[Start of Attachment]
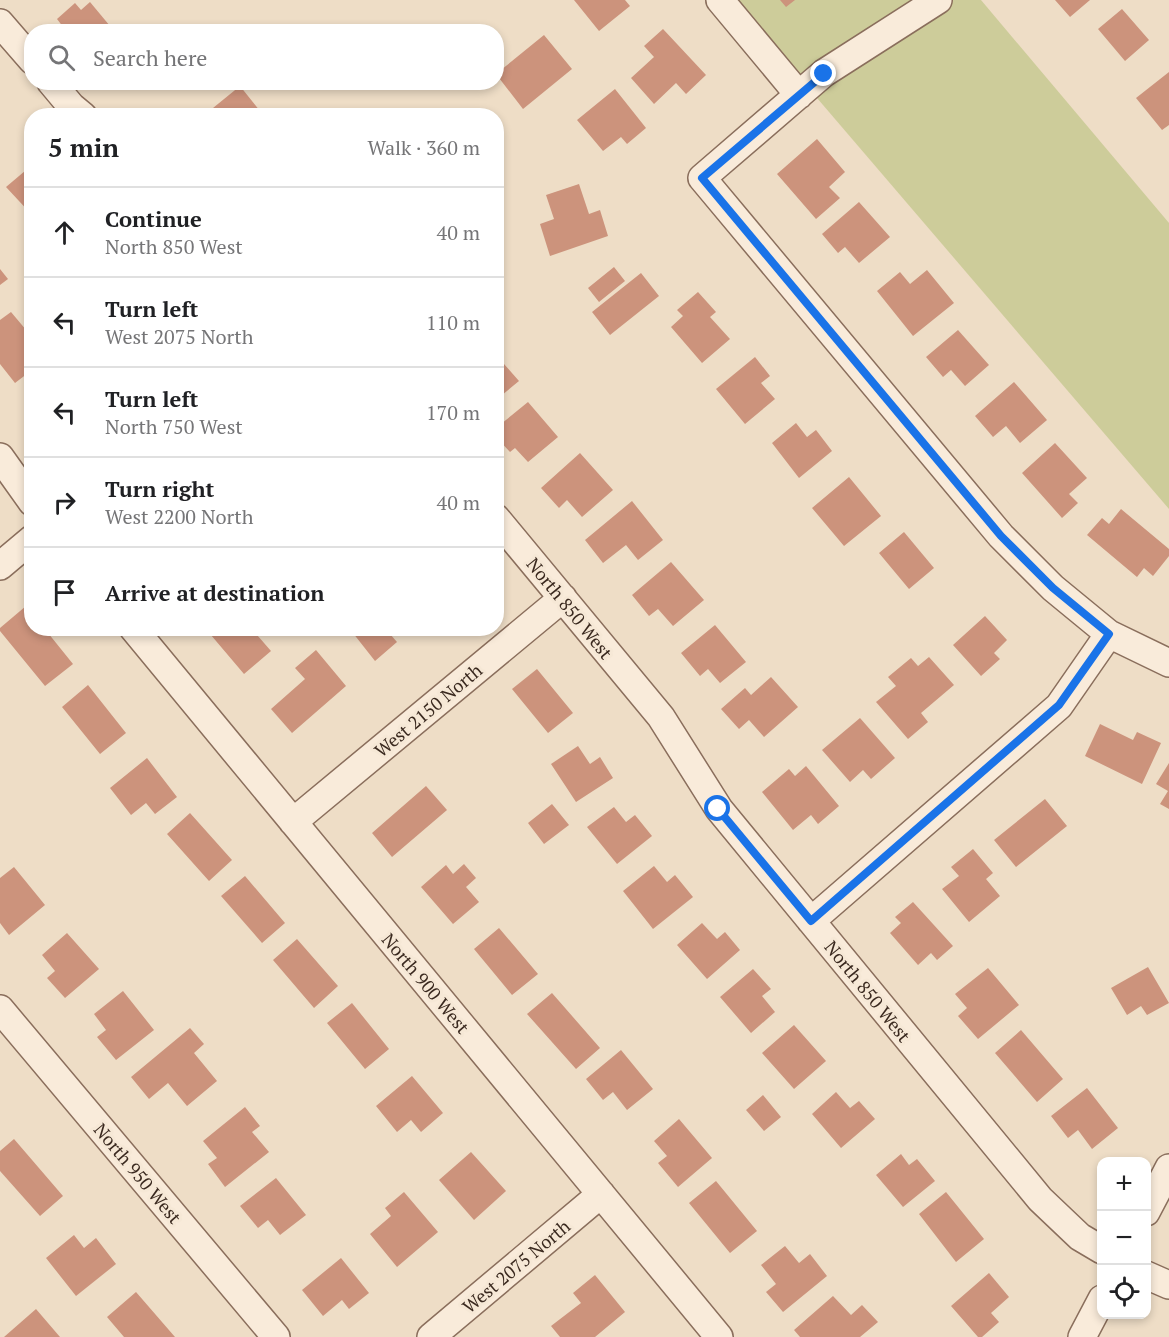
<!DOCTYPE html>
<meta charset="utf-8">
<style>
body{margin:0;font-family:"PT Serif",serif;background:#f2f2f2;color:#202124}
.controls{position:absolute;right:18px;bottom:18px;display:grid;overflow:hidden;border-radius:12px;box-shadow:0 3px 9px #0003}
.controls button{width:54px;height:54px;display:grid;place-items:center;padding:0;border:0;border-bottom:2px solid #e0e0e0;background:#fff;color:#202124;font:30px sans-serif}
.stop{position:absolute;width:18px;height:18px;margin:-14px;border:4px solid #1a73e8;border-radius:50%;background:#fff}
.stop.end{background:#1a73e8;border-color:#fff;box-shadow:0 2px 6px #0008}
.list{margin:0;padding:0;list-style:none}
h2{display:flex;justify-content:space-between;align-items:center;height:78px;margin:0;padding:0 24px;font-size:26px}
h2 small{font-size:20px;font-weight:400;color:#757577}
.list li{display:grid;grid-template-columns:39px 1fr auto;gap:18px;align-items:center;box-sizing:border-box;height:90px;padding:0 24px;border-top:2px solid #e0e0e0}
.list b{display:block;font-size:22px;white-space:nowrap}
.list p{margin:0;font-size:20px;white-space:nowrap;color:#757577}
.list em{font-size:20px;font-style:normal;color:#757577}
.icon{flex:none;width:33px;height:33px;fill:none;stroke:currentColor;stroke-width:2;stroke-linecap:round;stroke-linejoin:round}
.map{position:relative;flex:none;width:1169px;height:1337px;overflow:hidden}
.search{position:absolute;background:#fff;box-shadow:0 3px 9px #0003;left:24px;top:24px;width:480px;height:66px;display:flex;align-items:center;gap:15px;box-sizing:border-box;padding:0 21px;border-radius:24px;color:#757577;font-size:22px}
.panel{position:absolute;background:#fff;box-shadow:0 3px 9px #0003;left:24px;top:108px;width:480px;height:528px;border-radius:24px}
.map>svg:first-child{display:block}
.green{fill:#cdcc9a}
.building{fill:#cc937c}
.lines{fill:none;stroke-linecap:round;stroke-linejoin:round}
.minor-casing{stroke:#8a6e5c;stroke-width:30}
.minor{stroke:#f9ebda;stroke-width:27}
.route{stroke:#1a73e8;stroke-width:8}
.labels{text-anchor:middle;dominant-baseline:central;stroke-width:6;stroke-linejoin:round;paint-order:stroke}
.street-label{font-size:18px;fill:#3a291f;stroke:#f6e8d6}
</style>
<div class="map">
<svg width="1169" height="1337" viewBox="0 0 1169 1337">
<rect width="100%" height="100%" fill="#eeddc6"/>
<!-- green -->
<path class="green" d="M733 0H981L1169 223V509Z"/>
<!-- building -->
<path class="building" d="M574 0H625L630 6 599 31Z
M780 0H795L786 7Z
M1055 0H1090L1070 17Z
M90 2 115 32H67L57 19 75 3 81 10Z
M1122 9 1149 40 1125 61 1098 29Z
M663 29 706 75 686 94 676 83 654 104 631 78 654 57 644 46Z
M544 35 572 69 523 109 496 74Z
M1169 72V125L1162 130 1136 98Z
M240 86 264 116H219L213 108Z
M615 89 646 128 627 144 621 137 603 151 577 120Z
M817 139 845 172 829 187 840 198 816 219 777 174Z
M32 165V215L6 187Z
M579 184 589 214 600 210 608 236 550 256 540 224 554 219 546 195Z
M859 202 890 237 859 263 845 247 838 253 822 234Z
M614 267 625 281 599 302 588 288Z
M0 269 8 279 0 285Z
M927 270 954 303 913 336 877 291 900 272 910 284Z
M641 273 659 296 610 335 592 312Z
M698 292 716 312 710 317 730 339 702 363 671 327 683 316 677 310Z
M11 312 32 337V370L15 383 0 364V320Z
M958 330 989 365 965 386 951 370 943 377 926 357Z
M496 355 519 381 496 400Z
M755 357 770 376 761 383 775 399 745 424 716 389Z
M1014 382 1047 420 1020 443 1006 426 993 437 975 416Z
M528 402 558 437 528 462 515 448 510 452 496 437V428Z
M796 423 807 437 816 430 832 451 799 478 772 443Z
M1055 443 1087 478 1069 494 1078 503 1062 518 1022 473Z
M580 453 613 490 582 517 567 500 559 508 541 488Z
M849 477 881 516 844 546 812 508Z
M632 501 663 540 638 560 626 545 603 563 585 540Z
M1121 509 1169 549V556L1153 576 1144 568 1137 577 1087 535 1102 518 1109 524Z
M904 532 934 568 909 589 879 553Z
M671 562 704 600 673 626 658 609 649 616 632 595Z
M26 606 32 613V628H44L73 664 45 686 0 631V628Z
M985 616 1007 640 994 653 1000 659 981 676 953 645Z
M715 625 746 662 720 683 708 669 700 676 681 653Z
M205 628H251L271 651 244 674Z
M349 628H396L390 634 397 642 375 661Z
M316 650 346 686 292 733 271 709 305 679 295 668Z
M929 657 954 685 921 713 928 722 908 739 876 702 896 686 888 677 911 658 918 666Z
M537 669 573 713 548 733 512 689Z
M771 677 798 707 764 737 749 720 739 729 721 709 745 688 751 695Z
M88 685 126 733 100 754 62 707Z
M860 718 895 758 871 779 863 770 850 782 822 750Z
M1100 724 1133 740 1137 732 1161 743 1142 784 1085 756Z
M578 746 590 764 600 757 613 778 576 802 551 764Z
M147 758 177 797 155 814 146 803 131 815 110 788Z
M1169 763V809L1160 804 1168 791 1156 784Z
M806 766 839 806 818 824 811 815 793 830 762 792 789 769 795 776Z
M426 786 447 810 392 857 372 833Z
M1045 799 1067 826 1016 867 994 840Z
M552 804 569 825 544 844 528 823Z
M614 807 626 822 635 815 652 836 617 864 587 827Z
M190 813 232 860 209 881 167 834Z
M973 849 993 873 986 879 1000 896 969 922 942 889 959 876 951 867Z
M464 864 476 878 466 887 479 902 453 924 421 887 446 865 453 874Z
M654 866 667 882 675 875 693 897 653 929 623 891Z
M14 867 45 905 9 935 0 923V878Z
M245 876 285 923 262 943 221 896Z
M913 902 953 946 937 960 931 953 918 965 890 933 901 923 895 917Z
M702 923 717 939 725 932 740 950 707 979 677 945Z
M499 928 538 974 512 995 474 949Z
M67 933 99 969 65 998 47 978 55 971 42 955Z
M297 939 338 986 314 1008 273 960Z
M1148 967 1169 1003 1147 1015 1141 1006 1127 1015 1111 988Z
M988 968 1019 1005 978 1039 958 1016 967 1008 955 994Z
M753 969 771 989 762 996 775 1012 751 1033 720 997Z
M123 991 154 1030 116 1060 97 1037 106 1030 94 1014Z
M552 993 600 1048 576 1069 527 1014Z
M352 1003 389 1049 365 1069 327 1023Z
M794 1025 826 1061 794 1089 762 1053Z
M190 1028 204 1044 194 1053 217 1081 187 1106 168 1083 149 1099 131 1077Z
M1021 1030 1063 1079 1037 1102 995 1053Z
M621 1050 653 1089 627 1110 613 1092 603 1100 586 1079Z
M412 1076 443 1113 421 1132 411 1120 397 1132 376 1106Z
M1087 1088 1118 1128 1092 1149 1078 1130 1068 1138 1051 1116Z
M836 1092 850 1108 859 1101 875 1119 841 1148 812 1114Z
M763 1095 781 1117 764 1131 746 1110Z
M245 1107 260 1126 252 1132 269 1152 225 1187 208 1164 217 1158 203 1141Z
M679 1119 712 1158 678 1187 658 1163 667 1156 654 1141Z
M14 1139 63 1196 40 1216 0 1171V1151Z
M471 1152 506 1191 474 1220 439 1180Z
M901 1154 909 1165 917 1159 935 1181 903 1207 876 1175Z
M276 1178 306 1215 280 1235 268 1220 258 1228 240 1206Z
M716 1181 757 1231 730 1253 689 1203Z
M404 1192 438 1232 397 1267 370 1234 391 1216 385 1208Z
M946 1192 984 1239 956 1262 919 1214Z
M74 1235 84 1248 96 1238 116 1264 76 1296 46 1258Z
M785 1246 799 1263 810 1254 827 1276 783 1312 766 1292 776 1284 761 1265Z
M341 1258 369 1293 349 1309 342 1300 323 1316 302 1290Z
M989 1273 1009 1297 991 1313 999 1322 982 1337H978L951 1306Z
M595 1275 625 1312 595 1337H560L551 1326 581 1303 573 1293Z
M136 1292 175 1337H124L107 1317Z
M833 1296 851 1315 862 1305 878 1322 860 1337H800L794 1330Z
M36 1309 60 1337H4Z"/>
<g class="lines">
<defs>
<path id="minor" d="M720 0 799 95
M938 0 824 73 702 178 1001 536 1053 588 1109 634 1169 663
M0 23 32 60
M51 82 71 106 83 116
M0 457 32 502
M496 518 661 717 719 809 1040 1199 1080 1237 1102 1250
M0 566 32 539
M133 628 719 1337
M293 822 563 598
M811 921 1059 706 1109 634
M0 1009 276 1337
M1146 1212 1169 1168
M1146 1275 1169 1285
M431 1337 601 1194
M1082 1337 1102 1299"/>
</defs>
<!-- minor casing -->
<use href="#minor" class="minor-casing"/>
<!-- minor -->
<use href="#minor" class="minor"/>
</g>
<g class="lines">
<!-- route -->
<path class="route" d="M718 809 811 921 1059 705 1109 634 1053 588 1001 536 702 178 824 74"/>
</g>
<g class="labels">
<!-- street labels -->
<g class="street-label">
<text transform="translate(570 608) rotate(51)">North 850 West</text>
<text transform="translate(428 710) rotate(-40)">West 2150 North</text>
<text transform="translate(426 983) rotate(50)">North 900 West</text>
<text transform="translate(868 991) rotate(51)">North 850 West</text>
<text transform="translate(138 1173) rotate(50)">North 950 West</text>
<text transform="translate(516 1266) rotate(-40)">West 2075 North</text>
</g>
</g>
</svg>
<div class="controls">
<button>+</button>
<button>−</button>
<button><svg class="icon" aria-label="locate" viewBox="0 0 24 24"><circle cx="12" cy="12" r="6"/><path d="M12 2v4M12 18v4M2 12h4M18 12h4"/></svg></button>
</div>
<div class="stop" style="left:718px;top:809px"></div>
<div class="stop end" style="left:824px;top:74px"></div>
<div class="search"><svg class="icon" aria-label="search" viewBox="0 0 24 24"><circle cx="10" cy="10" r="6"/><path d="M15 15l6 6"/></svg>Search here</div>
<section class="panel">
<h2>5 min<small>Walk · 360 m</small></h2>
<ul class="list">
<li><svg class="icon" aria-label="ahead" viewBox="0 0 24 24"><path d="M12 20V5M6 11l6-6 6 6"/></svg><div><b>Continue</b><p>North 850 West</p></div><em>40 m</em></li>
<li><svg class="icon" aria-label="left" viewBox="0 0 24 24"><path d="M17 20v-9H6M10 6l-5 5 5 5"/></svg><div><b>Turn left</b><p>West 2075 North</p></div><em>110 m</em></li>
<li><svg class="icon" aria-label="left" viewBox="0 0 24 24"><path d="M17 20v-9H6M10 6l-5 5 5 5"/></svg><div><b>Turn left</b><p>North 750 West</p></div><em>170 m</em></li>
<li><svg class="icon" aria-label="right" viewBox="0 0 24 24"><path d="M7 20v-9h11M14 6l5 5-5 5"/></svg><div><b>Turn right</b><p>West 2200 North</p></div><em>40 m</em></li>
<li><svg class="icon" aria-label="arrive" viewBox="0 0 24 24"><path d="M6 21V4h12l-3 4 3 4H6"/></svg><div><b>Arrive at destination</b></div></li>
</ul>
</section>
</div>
[End of Attachment]
## WHAT YOU NEED TO DO
What you give back should be only the lines of the records above, starting at the line with "M1121 509 1169" and ending at the line with "M88 685 126 733 100 754 62 707Z", restated word for word.

## WRITTEN SOLUTION
M1121 509 1169 549V556L1153 576 1144 568 1137 577 1087 535 1102 518 1109 524Z
M904 532 934 568 909 589 879 553Z
M671 562 704 600 673 626 658 609 649 616 632 595Z
M26 606 32 613V628H44L73 664 45 686 0 631V628Z
M985 616 1007 640 994 653 1000 659 981 676 953 645Z
M715 625 746 662 720 683 708 669 700 676 681 653Z
M205 628H251L271 651 244 674Z
M349 628H396L390 634 397 642 375 661Z
M316 650 346 686 292 733 271 709 305 679 295 668Z
M929 657 954 685 921 713 928 722 908 739 876 702 896 686 888 677 911 658 918 666Z
M537 669 573 713 548 733 512 689Z
M771 677 798 707 764 737 749 720 739 729 721 709 745 688 751 695Z
M88 685 126 733 100 754 62 707Z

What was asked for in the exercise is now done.